Question

The equations of motion of two stones thrown vertically simultaneously are $s_1=19.6t-4.9t^2$and $s_2=9.8t–4.9t^2$ respectively and the maximum height attained by the first one is $h$. When the height of the first stone is maximum, the height of the second stone will be

• A. $\frac{h}{3}$
• B. $2h$
• C. $h$
• D. $0$

Answer 1

The correct option is D

$0$

Step1: Given data

The equation of motion of the first stone is $s_1=19.6t-4.9t^2$

Equation of motion of second stone is $s_2=9.8t–4.9t^2$

Step2: Formula used:

Velocity is the rate of change of displacement.

$v=\frac{ds}{dt}$

To attain maximum height the final velocity will be zero.

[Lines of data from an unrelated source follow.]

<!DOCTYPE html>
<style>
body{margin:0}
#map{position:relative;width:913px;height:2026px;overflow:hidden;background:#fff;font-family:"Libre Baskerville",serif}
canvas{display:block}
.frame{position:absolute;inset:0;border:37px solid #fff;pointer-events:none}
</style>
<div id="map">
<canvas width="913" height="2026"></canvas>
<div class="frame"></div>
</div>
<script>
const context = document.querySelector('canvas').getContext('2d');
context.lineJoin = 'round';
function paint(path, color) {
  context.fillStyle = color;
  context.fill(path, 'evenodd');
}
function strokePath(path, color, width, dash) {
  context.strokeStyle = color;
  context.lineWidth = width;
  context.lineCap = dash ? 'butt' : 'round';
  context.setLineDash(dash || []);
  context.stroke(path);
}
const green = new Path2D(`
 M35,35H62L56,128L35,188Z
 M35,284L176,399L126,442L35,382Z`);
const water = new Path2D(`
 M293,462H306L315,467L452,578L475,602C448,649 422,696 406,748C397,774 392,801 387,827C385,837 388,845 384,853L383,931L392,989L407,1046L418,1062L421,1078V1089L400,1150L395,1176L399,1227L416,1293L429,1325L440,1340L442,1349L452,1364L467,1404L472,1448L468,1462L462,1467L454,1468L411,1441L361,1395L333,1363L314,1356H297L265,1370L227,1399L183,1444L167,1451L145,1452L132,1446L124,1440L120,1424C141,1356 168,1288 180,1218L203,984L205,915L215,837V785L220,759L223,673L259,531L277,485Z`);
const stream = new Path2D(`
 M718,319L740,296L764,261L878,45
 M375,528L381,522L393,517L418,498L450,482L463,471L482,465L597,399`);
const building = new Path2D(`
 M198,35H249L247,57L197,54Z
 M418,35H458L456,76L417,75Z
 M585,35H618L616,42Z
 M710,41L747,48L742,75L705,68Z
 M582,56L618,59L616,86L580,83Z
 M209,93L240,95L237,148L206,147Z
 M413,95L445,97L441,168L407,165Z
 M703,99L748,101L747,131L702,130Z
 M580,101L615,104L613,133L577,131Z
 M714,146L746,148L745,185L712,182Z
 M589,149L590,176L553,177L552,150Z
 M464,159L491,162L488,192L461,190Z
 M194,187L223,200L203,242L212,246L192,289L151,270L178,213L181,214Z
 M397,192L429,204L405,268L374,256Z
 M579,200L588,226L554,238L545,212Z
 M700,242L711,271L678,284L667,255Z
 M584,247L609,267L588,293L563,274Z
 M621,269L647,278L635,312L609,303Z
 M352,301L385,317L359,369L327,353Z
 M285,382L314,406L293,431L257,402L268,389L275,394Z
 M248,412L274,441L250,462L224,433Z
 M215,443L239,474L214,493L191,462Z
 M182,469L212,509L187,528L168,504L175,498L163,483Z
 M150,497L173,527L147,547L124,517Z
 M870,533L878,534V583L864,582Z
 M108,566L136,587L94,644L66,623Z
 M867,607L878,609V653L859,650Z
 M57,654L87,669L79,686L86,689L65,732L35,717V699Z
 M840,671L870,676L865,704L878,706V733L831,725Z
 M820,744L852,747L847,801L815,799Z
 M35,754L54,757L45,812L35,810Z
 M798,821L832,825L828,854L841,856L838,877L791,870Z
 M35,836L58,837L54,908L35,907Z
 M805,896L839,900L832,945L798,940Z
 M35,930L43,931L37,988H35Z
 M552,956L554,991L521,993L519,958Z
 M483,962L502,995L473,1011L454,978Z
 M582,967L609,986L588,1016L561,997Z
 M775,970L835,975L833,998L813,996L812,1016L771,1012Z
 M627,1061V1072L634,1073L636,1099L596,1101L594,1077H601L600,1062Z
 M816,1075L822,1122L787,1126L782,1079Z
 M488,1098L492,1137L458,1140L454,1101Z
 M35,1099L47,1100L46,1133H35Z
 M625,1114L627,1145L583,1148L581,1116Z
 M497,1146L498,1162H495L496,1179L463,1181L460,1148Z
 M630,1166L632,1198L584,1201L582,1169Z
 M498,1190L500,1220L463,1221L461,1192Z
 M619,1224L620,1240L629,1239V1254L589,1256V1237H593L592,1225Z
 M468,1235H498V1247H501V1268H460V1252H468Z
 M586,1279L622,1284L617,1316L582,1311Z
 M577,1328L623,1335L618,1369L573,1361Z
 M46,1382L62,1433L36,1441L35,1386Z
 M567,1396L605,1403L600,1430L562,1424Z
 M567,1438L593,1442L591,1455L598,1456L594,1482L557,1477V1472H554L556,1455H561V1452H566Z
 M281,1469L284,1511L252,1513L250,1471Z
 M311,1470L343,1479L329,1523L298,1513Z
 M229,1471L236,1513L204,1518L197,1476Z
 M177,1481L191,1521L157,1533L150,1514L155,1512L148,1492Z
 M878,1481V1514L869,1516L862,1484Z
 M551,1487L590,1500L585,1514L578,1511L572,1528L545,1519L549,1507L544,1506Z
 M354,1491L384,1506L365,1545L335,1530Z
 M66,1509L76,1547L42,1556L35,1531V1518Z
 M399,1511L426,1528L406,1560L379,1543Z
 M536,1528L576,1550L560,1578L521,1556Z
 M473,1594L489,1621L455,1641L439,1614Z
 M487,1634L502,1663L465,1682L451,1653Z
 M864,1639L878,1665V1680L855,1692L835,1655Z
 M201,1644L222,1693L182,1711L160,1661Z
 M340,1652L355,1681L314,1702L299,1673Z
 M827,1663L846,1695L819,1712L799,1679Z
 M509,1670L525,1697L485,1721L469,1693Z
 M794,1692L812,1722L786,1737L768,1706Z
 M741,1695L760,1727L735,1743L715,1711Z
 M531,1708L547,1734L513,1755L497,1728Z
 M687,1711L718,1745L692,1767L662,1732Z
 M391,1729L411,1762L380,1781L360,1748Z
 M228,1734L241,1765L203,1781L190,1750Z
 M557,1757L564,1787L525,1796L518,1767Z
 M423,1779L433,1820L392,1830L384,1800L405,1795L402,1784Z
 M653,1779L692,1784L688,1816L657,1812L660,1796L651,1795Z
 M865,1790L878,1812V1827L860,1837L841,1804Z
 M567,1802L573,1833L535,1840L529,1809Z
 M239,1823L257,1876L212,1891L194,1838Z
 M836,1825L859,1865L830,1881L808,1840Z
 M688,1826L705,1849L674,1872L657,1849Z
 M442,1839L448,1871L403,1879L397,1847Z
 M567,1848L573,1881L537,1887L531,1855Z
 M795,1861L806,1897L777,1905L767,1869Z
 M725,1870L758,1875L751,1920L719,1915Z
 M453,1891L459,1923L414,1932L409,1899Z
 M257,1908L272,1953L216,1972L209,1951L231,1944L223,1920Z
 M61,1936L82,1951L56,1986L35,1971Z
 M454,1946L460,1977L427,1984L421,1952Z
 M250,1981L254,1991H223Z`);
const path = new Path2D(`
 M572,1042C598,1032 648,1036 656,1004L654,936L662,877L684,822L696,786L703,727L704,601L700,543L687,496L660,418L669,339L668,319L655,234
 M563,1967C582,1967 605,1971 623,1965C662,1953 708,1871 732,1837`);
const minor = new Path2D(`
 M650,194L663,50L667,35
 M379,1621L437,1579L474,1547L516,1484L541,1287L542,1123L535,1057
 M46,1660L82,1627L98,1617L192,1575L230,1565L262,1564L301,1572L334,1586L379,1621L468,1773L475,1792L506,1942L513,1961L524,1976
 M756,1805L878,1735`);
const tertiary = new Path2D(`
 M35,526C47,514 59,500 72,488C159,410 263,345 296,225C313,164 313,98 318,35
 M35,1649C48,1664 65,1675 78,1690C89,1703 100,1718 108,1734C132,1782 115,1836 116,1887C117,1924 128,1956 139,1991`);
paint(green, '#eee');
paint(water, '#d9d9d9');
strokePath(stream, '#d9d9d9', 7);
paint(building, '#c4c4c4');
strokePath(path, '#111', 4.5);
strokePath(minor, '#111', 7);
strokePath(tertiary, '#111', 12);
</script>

Step 3:Determine the time taken by the first stone to reach the maximum height

Thus the time taken by the first stone to attain maximum height

$$\begin{gathered} \frac{d{s}_1}{dt}=\frac{d\left(19.6t-4.9t^2\right)}{dt} \\ {v}_1=19.6-9.8t \\ 0=19.6-9.8t \\ t=2sec. \end{gathered}$$

Step 4: Obtain the height of the second stone

The height attained by the second stone in time $t=2$ will be-

Substituting the value of $t=2$ in equation $s_2=9.8t–4.9t^2$,

$$\begin{gathered} s_2=9.8t–4.9t^2 \\ {s}_2=9·8\times 2-4·9\times 2^2 \\ {s}_2=0m \end{gathered}$$

So, the height of the second stone will be $0m$ when the first stone reached a maximum height.

Hence, option D is the correct answer.